-- Data provided --
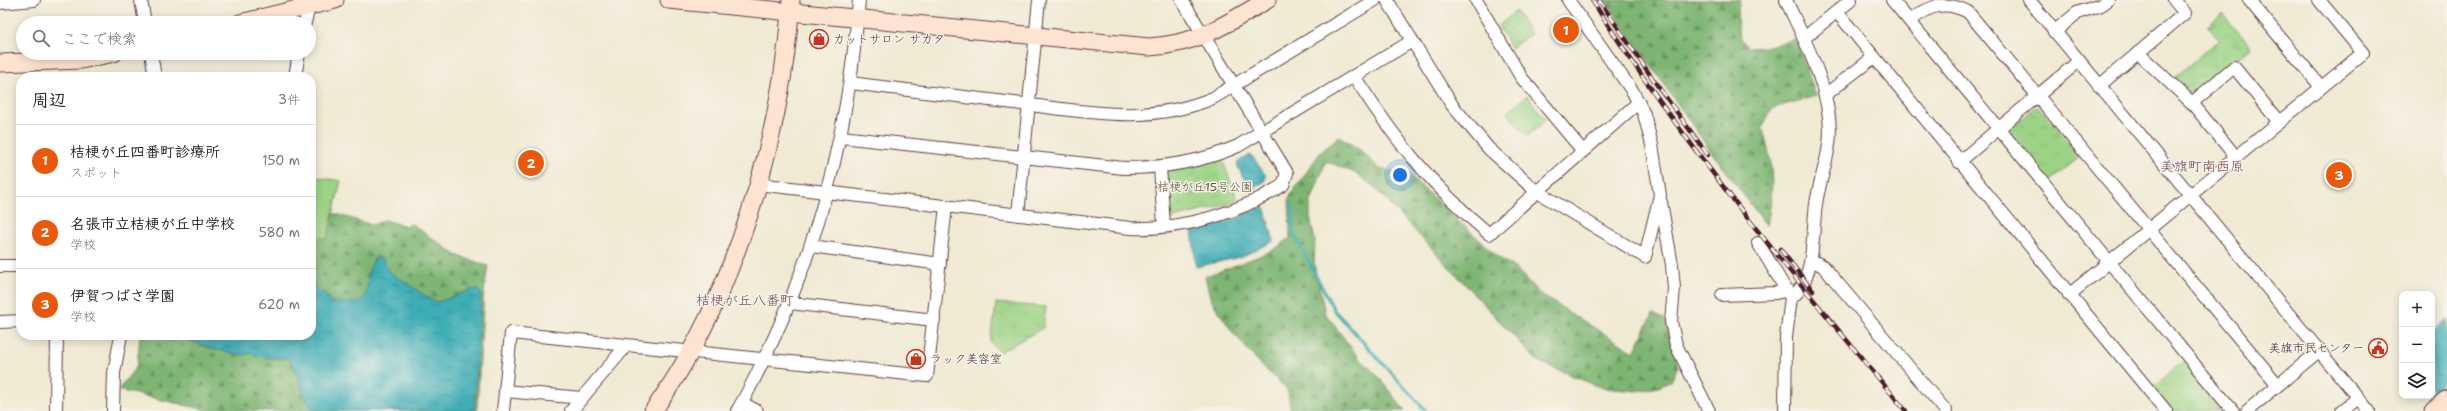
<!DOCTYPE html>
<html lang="ja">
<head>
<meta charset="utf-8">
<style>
	body { margin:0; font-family:"Shantell Sans","Klee One",sans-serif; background:#f6f6f6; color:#202124 }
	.controls { position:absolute; right:12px; bottom:12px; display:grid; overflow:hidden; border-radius:8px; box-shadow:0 2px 10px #0003 }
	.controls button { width:36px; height:36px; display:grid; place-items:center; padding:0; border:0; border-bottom:1px solid #e0e0e0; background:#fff; color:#202124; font:20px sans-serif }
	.you { position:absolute; left:1400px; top:175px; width:14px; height:14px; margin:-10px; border:3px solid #fff; border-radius:50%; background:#1a73e8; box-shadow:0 0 0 6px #1a73e833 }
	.badge { display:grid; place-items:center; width:26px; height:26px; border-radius:50%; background:#ea580c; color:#fff; font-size:13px; font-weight:700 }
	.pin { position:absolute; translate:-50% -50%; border:2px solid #fff; box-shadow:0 1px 4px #0006 }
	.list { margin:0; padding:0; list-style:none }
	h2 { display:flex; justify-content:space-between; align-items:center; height:52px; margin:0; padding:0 16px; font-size:17px }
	h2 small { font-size:13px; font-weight:400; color:#757577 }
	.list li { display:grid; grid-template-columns:26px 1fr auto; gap:12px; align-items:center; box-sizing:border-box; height:72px; padding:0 16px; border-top:1px solid #e0e0e0 }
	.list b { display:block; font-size:15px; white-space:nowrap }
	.list p { margin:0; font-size:13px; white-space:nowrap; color:#757577 }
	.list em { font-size:13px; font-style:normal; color:#757577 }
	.icon { flex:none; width:22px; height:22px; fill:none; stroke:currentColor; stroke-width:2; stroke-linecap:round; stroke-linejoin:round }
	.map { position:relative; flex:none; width:2447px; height:411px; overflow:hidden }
	.search { position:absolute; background:#fff; box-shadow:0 2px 10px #0003; left:16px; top:16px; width:300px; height:44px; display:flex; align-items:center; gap:10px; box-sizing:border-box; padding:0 14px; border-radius:22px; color:#757577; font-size:15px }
	.panel { position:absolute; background:#fff; box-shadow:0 2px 10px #0003; left:16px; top:72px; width:300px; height:268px; border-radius:16px }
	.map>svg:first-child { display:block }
	.grass { fill:url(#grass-dots); stroke:#737958 }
	.forest { fill:url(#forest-firs); stroke:#646a4e }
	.park { fill:url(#park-tufts); stroke:#737958 }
	.pitch { fill:#9cd385; stroke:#737958 }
	.water { fill:url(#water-ripples); stroke:#436670 }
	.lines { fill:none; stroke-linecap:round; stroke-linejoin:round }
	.stream { stroke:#3cadb6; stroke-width:3 }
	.street-casing { stroke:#633d44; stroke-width:14 }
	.secondary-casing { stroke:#633d44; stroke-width:19 }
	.street { stroke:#fff; stroke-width:12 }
	.secondary { stroke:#fde4d1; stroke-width:17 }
	.rail-casing { stroke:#4a1f2b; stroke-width:4.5 }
	.rail { stroke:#f7f3e8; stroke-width:3; stroke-dasharray:9; stroke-linecap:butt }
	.labels { text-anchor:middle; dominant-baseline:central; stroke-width:3; stroke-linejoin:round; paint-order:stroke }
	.poi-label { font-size:12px; fill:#4a1f2b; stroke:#f7f3e8; text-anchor:start }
	.park-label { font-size:12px; fill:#5e4c42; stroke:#f7f3e8 }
	.quarter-label { font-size:14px; fill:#784a5d; stroke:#f7f3e8 }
</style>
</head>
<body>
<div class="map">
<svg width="2447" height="411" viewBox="0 0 2447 411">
	<defs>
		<pattern id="grass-dots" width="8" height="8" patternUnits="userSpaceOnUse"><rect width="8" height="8" fill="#9cd385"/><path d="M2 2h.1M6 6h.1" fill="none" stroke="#88b573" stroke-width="1.8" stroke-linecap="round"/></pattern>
		<pattern id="forest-firs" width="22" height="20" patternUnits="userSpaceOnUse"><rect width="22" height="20" fill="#7db572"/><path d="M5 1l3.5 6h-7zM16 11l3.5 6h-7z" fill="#68935e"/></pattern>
		<pattern id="park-tufts" width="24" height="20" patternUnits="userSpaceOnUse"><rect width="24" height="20" fill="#9cd385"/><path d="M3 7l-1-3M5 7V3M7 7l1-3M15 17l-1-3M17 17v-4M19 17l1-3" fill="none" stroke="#88b573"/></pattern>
		<pattern id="water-ripples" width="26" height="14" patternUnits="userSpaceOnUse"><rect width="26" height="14" fill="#3cadb6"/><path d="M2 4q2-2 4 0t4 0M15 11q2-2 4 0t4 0" fill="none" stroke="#348c94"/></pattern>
	</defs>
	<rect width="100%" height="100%" fill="#f7f3e8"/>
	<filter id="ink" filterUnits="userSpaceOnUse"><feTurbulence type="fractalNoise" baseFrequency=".025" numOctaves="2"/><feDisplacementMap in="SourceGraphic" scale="8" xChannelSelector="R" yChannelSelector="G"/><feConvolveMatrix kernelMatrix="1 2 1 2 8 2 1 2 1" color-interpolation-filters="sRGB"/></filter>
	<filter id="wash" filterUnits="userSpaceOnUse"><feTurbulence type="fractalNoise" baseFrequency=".012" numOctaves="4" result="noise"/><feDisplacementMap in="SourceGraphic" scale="16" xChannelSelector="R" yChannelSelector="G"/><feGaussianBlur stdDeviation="0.9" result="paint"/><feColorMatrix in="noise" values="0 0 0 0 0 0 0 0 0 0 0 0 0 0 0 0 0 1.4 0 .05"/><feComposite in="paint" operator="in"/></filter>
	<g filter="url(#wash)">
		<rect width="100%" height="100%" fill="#f0ead3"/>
		<!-- grass -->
		<g class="grass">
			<polygon points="1516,11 1531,34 1511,48 1498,26"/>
			<polygon points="1527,95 1546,120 1528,136 1507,113"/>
		</g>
		<!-- forest -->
		<g class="forest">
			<path d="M1605,0H1740C1736,18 1735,33 1748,48L1765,47L1796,39L1816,96L1773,108L1762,127C1774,164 1774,189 1767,226L1707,146Z"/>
			<polygon points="1339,136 1362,151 1380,169 1408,174 1498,257 1516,269 1541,295 1634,352 1653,314 1666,320 1678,366 1671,381 1659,387 1637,391 1602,388 1537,361 1373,186 1355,173 1326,161 1310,204 1310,218 1315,240 1314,264 1325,313 1360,359 1379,377 1405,411 1291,411 1287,389 1259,363 1232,331 1211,300 1205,277 1272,251 1290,238 1289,197 1320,153"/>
			<polygon points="333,213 372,225 385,220 406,226 412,224 456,255 488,266 484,291 477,411 211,411 118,390 137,366 140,335 311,335 311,236 327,239"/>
		</g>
		<!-- park -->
		<g class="park">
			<polygon points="2222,14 2252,47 2194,93 2187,92 2173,79 2219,39 2208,26"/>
			<polygon points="2034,107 2040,108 2081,156 2049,182 2010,134 2011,128"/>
			<polygon points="1222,158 1238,202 1169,219 1166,170"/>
			<polygon points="996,303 1046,307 1043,328 1000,352 991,343"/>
			<polygon points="2184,361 2226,411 2172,411 2152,388"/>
		</g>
		<!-- pitch -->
		<polygon class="pitch" points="311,176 341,181 327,239 311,236"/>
		<!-- water -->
		<g class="water">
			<polygon points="1249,155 1253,157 1266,176 1264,182 1252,189 1248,187 1237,165 1238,162"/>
			<polygon points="1264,206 1274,241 1241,257 1196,267 1192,230 1227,222"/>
			<path d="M376,257L383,259L387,270L430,299L438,302L473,289L478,290L481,294L474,411H315C300,398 301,373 288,358H268L249,353L243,355L212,349L190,340V335H311V287L326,295L331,302C385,308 356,284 376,257Z"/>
			<polygon points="2447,319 2447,381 2432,394 2432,332"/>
		</g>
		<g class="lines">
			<!-- stream -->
			<polyline class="stream" points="1292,204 1293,232 1334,310 1426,411"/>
		</g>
	</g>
	<g filter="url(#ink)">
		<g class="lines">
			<defs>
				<g id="street">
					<polyline points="141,0 145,23"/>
					<polyline points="1387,0 1452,105 1489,149 1536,191 1645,257 1660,195 1652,145 1644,114 1633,92 1568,0"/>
					<polyline points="1476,0 1521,77 1582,150"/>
					<path d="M1786,0C1801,33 1820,69 1827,105C1836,146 1822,166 1816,204C1812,231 1816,281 1791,298"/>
					<polyline points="1892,0 2233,411"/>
					<polyline points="2029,0 2369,411"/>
					<polyline points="2249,0 2321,87"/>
					<polyline points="0,3 34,0"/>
					<polyline points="1837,12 2166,411"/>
					<path d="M1910,21C1930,5 1945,0 1968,12L2278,385"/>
					<polyline points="305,23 309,6 307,1"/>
					<polyline points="2054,32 2077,13 2101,5 2108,0"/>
					<polyline points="1804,38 1851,0"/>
					<polyline points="151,53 155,77"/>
					<polyline points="2138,53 2185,13 2174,0"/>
					<path d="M1354,76C1395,140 1430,184 1489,234L1639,102"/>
					<polyline points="295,77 299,53"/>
					<path d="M851,83C905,90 959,96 1014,103C1082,111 1147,126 1213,98L1375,0"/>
					<polyline points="2099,86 2138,53 2192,103 2236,157"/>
					<polyline points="1825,95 1874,57"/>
					<polyline points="2192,103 2234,67 2279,122"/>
					<path d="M841,137L1124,168C1163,168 1202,162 1238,146L1412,41"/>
					<polyline points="1959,162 2079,61"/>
					<polyline points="1160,167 1164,226"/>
					<path d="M757,184L1131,228C1183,230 1240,213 1283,185L1287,173L1182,0"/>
					<polyline points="1661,202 1672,265 1674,288 1671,322 1676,345 1709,411"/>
					<polyline points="1018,215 1039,0"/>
					<polyline points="1758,243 1791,298 1786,337 1785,411"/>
					<polyline points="811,246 940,264"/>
					<polyline points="1811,260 1823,266 1946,411"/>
					<polyline points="0,266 21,266"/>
					<polyline points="1722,295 1776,293 1788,290"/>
					<polyline points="2069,295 2363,53 2319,0"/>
					<polyline points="790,303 934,320"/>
					<polyline points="0,322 21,321"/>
					<polyline points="505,391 582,398"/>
					<polyline points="742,403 757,411"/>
					<polyline points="56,411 57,335"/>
					<polyline points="113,411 114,373 121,335"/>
					<polyline points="503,411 511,333 927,376 946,206"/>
					<polyline points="571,411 626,346"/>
					<path d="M737,411C751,388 762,363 774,338C823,231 850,118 859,0"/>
					<polyline points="2247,411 2320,350"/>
					<polyline points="2342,411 2358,398"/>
				</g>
				<g id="secondary">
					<path d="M669,0L1149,47C1199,44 1226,24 1267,0"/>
					<polyline points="240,23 335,0"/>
					<polyline points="0,63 81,60 114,53"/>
					<path d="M653,411C734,299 782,137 791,0"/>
					<polyline points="2433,411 2447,399"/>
				</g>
			</defs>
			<!-- street casing -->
			<use href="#street" class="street-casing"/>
			<!-- secondary casing -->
			<use href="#secondary" class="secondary-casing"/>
			<!-- street -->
			<use href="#street" class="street"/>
			<!-- secondary -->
			<use href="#secondary" class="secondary"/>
			<defs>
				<g id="rail">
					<path d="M1592,0C1684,146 1795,279 1906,411"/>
					<polyline points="1599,0 1657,85 1708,155"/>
					<polyline points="1780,249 1813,291"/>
				</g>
			</defs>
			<!-- rail casing -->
			<use href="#rail" class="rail-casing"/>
			<!-- rail -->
			<use href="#rail" class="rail"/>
		</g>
	</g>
	<!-- icons -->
	<defs>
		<symbol id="shop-ring" viewBox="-11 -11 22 22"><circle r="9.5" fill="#f7f3e8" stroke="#c8321e" stroke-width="1.5"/><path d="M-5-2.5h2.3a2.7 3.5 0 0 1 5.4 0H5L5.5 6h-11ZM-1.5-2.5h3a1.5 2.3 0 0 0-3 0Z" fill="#c8321e"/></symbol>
		<symbol id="civic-ring" viewBox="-11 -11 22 22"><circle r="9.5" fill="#f7f3e8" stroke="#c8321e" stroke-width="1.5"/><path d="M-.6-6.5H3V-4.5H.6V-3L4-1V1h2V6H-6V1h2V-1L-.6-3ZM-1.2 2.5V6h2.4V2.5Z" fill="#c8321e"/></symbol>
	</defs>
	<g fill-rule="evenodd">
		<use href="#shop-ring" x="808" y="28" width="22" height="22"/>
		<use href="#civic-ring" x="2367" y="337" width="22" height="22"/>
		<use href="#shop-ring" x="905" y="348" width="22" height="22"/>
	</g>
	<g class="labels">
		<!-- poi labels -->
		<g class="poi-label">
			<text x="833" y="39">カットサロン サカタ</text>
			<text x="2364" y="348" text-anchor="end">美旗市民センター</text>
			<text x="930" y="359">ラック美容室</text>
		</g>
		<!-- park labels -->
		<g class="park-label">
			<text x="1205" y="187">桔梗が丘15号公園</text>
		</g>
		<!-- quarter labels -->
		<g class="quarter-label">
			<text x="2202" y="166">美旗町南西原</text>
			<text x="745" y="300">桔梗が丘八番町</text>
		</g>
	</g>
</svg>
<div class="controls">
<button>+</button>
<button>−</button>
<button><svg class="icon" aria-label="layers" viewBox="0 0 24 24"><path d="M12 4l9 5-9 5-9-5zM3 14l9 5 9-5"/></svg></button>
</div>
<div class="you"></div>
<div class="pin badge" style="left:1566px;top:30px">1</div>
<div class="pin badge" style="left:531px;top:163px">2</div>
<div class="pin badge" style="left:2339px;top:175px">3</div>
<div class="search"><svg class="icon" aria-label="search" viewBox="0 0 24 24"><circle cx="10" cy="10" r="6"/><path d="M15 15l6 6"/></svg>ここで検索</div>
<section class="panel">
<h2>周辺<small>3件</small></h2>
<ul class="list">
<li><span class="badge">1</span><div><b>桔梗が丘四番町診療所</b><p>スポット</p></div><em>150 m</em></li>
<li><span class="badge">2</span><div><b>名張市立桔梗が丘中学校</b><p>学校</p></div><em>580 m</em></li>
<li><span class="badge">3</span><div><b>伊賀つばさ学園</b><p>学校</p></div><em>620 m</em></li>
</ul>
</section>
</div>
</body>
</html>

-- Work item --
Nothing but lines that contain "bottom" should appear in the answer. Copy each from the records.

-- Exercise result --
	.controls { position:absolute; right:12px; bottom:12px; display:grid; overflow:hidden; border-radius:8px; box-shadow:0 2px 10px #0003 }
	.controls button { width:36px; height:36px; display:grid; place-items:center; padding:0; border:0; border-bottom:1px solid #e0e0e0; background:#fff; color:#202124; font:20px sans-serif }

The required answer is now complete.